_Task instructions_. For the entries below, report the number of lines where the string "speed" appears, and only that number.

_Listed records_.
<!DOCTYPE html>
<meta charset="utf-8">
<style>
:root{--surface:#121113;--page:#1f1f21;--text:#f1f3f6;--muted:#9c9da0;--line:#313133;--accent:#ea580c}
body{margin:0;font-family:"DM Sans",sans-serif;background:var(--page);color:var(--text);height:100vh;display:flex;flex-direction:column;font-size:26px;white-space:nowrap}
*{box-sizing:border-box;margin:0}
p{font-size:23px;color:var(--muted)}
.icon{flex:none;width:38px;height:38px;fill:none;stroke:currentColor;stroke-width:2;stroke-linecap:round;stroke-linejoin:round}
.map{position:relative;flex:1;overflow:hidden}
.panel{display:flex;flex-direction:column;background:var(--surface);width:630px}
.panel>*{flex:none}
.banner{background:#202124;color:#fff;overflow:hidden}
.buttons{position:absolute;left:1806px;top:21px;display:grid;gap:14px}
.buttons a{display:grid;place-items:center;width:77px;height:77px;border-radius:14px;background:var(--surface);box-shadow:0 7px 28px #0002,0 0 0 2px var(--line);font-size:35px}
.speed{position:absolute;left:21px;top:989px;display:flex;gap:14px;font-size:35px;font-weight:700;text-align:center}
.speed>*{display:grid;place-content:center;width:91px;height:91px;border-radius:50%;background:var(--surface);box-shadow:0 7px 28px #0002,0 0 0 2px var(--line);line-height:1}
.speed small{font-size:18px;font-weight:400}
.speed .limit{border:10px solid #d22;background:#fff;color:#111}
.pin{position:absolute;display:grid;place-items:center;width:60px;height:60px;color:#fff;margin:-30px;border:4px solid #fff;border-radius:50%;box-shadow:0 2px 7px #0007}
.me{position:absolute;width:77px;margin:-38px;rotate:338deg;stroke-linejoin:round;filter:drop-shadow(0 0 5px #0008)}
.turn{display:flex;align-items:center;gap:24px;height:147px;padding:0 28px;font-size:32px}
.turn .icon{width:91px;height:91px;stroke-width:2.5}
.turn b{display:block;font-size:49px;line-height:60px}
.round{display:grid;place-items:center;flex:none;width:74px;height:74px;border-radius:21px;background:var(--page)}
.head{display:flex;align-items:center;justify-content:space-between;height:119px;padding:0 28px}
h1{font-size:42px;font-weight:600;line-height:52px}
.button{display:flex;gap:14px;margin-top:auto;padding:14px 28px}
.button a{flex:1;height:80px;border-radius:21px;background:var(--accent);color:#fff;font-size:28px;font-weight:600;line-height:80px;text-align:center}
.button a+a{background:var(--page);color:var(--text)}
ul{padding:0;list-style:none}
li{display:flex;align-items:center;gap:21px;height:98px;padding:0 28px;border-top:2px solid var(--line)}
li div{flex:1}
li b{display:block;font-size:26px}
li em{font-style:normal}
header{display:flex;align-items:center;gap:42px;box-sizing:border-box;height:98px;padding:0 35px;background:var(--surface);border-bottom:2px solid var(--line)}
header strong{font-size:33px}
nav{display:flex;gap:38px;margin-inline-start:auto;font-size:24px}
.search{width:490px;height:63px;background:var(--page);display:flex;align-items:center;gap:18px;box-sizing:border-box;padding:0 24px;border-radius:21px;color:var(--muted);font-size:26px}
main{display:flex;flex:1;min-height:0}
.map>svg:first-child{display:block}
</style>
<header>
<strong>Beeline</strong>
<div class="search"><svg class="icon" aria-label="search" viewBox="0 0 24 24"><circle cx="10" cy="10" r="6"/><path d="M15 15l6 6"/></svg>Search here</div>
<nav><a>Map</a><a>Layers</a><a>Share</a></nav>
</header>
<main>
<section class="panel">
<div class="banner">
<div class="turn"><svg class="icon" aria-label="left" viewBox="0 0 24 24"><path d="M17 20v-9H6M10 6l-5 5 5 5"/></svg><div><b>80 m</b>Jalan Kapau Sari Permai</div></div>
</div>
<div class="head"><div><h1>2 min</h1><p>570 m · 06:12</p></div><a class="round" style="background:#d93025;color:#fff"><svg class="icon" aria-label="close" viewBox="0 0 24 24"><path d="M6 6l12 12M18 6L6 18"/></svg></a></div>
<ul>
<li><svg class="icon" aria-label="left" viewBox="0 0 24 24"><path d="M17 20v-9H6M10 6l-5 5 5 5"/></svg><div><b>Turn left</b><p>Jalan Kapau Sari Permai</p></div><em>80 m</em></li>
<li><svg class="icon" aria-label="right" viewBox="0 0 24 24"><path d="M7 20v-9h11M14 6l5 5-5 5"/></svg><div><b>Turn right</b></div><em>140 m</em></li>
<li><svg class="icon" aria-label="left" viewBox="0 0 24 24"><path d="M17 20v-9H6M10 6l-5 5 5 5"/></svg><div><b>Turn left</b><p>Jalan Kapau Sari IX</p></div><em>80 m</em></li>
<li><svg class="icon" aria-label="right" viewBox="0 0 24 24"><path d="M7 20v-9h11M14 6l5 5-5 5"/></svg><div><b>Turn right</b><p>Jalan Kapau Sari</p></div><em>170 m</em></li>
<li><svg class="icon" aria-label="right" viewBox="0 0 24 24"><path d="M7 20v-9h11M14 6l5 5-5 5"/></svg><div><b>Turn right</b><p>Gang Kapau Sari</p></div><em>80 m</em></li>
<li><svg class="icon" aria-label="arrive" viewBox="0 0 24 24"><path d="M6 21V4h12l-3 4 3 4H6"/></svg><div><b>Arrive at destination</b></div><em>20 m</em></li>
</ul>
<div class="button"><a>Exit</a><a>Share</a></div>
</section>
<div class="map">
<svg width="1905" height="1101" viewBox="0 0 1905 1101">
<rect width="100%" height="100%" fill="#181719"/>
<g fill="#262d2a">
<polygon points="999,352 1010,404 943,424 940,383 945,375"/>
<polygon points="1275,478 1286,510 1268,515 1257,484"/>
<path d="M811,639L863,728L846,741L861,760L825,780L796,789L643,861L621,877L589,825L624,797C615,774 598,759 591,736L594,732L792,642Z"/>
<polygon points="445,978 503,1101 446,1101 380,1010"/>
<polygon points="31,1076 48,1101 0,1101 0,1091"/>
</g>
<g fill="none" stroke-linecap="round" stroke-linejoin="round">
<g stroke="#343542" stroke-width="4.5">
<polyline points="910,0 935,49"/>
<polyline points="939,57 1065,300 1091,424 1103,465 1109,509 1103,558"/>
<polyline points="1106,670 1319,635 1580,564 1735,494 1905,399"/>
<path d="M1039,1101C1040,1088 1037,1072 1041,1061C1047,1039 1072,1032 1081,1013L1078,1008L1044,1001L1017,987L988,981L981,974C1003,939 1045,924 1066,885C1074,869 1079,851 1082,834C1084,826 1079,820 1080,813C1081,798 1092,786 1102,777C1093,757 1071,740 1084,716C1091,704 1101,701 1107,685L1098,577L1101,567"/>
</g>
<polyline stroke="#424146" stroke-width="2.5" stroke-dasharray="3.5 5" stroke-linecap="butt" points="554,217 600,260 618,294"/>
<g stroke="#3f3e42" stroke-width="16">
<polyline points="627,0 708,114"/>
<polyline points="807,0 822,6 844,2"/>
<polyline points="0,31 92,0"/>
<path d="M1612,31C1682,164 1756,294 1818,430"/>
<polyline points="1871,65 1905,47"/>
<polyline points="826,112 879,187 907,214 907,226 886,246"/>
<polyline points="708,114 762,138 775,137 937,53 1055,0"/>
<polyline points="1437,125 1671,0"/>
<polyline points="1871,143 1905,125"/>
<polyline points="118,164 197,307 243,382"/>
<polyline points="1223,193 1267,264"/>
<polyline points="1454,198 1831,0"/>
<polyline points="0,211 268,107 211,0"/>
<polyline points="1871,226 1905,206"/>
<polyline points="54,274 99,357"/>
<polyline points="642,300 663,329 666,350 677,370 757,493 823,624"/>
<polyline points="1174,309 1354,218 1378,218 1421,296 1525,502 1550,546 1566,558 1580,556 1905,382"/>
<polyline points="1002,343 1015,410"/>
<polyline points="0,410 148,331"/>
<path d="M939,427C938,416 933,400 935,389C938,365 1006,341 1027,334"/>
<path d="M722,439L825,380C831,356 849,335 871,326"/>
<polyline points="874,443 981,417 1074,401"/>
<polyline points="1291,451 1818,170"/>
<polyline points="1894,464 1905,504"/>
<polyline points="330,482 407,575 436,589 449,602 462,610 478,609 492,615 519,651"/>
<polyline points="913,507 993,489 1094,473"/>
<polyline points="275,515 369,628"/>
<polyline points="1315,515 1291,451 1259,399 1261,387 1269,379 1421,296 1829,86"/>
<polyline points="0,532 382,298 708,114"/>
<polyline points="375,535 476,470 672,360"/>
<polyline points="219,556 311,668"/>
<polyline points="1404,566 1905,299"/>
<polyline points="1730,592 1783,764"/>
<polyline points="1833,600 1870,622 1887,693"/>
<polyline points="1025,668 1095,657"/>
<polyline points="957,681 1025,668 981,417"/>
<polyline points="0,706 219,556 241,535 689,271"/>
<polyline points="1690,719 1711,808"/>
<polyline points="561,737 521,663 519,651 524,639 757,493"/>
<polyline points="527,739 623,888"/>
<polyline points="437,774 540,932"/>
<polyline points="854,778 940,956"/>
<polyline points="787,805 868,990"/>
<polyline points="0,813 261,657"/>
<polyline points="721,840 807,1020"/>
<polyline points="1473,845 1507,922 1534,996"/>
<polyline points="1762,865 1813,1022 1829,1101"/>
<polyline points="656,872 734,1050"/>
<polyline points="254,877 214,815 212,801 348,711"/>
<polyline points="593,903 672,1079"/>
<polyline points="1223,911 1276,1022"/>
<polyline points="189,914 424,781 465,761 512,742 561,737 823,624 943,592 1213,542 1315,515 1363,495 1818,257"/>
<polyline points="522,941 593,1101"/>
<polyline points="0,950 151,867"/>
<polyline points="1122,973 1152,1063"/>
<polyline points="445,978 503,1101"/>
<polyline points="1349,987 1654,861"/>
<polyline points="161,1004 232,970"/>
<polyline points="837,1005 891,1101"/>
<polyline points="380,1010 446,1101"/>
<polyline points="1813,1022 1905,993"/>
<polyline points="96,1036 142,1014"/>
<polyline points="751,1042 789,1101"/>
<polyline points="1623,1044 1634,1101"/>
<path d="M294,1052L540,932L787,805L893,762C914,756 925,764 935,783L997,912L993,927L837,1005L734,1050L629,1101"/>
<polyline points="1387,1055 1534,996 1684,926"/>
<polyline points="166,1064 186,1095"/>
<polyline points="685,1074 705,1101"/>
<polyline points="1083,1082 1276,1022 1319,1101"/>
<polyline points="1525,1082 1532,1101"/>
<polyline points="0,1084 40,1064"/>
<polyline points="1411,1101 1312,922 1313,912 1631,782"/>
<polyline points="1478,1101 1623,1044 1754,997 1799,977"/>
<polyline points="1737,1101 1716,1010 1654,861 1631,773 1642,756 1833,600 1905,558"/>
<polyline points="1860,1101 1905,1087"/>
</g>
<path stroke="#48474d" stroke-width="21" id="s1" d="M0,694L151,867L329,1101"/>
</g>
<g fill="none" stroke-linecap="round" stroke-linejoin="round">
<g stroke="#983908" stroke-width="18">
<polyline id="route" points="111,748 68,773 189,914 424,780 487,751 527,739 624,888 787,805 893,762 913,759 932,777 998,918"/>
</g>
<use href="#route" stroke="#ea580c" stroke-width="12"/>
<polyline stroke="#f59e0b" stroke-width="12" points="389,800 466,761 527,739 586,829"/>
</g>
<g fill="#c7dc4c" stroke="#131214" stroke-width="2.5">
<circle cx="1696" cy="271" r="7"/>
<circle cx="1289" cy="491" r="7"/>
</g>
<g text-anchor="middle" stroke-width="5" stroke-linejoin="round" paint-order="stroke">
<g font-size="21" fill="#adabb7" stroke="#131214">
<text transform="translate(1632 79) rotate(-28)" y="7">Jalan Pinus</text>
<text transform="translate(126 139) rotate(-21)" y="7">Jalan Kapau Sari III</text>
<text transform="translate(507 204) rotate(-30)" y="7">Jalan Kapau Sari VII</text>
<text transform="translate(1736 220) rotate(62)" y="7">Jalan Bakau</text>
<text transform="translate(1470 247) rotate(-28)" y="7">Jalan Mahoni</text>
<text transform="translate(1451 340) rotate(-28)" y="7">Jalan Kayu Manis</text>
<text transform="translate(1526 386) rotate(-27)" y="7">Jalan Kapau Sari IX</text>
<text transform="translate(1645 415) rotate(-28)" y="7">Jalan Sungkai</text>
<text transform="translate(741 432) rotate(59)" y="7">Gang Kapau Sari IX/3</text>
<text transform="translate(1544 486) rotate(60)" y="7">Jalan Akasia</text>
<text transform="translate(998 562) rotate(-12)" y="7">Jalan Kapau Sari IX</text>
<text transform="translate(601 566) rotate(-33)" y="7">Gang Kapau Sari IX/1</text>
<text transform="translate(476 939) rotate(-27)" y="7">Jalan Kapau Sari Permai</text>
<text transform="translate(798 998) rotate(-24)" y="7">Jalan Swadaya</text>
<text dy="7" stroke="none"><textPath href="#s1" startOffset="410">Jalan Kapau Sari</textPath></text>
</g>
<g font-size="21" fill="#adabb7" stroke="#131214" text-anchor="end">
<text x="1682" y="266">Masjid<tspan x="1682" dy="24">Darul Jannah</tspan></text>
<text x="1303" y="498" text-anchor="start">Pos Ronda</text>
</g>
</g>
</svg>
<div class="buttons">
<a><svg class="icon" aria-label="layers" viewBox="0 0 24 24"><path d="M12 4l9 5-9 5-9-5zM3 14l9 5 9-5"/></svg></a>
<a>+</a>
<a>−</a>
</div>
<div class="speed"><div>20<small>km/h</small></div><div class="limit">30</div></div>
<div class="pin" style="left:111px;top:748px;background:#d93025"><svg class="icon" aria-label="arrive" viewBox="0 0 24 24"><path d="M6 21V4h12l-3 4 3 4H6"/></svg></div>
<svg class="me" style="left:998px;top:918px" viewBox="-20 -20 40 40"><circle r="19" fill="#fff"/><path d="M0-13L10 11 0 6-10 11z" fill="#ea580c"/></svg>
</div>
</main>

_Answer to the exercise_. 5